**Records shown:**
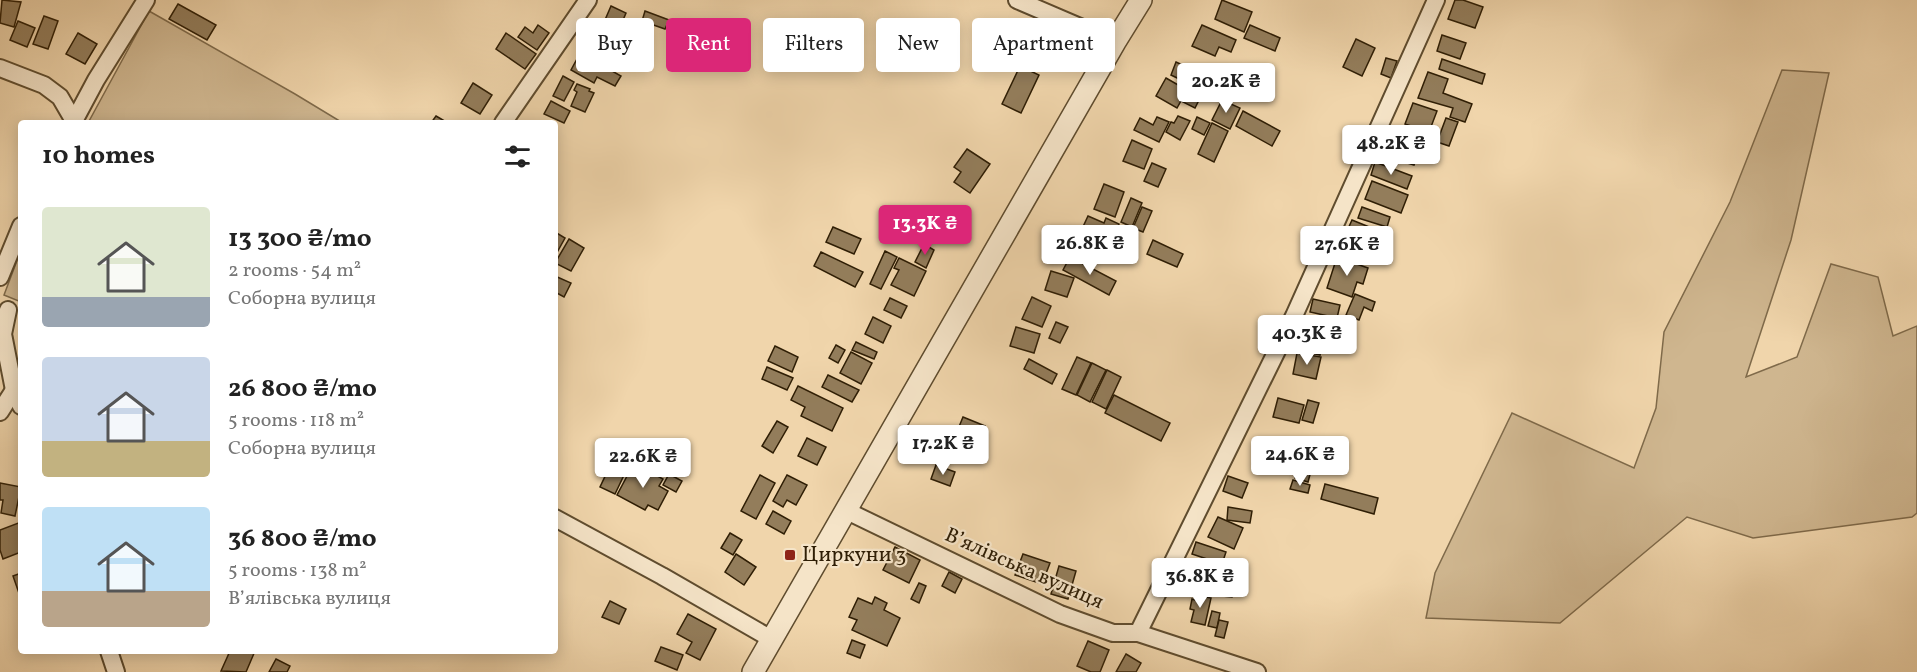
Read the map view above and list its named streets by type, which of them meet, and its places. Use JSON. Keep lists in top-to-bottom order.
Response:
{
  "streets": {
    "street": ["В’ялівська вулиця"]
  },
  "places": {
    "transit": ["Циркуни 3"]
  },
  "page": {
    "chip": [
      "Buy",
      "Rent",
      "Filters",
      "New",
      "Apartment"
    ],
    "price": [
      "20.2K ₴",
      "48.2K ₴",
      "13.3K ₴",
      "26.8K ₴",
      "27.6K ₴",
      "40.3K ₴",
      "17.2K ₴",
      "24.6K ₴",
      "22.6K ₴",
      "36.8K ₴"
    ],
    "heading": "10 homes",
    "list": [
      {
        "name": "13 300 ₴/mo",
        "note": "2 rooms · 54 m² · Соборна вулиця"
      },
      {
        "name": "26 800 ₴/mo",
        "note": "5 rooms · 118 m² · Соборна вулиця"
      },
      {
        "name": "36 800 ₴/mo",
        "note": "5 rooms · 138 m² · В’ялівська вулиця"
      }
    ]
  }
}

**What to work on:** Write out the material above without changing a word, and skip any picture.

**Solution to this problem:**
Read the map view above and list its named streets by type, which of them meet, and its places. Use JSON. Keep lists in top-to-bottom order.
Response:
{
  "streets": {
    "street": ["В’ялівська вулиця"]
  },
  "places": {
    "transit": ["Циркуни 3"]
  },
  "page": {
    "chip": [
      "Buy",
      "Rent",
      "Filters",
      "New",
      "Apartment"
    ],
    "price": [
      "20.2K ₴",
      "48.2K ₴",
      "13.3K ₴",
      "26.8K ₴",
      "27.6K ₴",
      "40.3K ₴",
      "17.2K ₴",
      "24.6K ₴",
      "22.6K ₴",
      "36.8K ₴"
    ],
    "heading": "10 homes",
    "list": [
      {
        "name": "13 300 ₴/mo",
        "note": "2 rooms · 54 m² · Соборна вулиця"
      },
      {
        "name": "26 800 ₴/mo",
        "note": "5 rooms · 118 m² · Соборна вулиця"
      },
      {
        "name": "36 800 ₴/mo",
        "note": "5 rooms · 138 m² · В’ялівська вулиця"
      }
    ]
  }
}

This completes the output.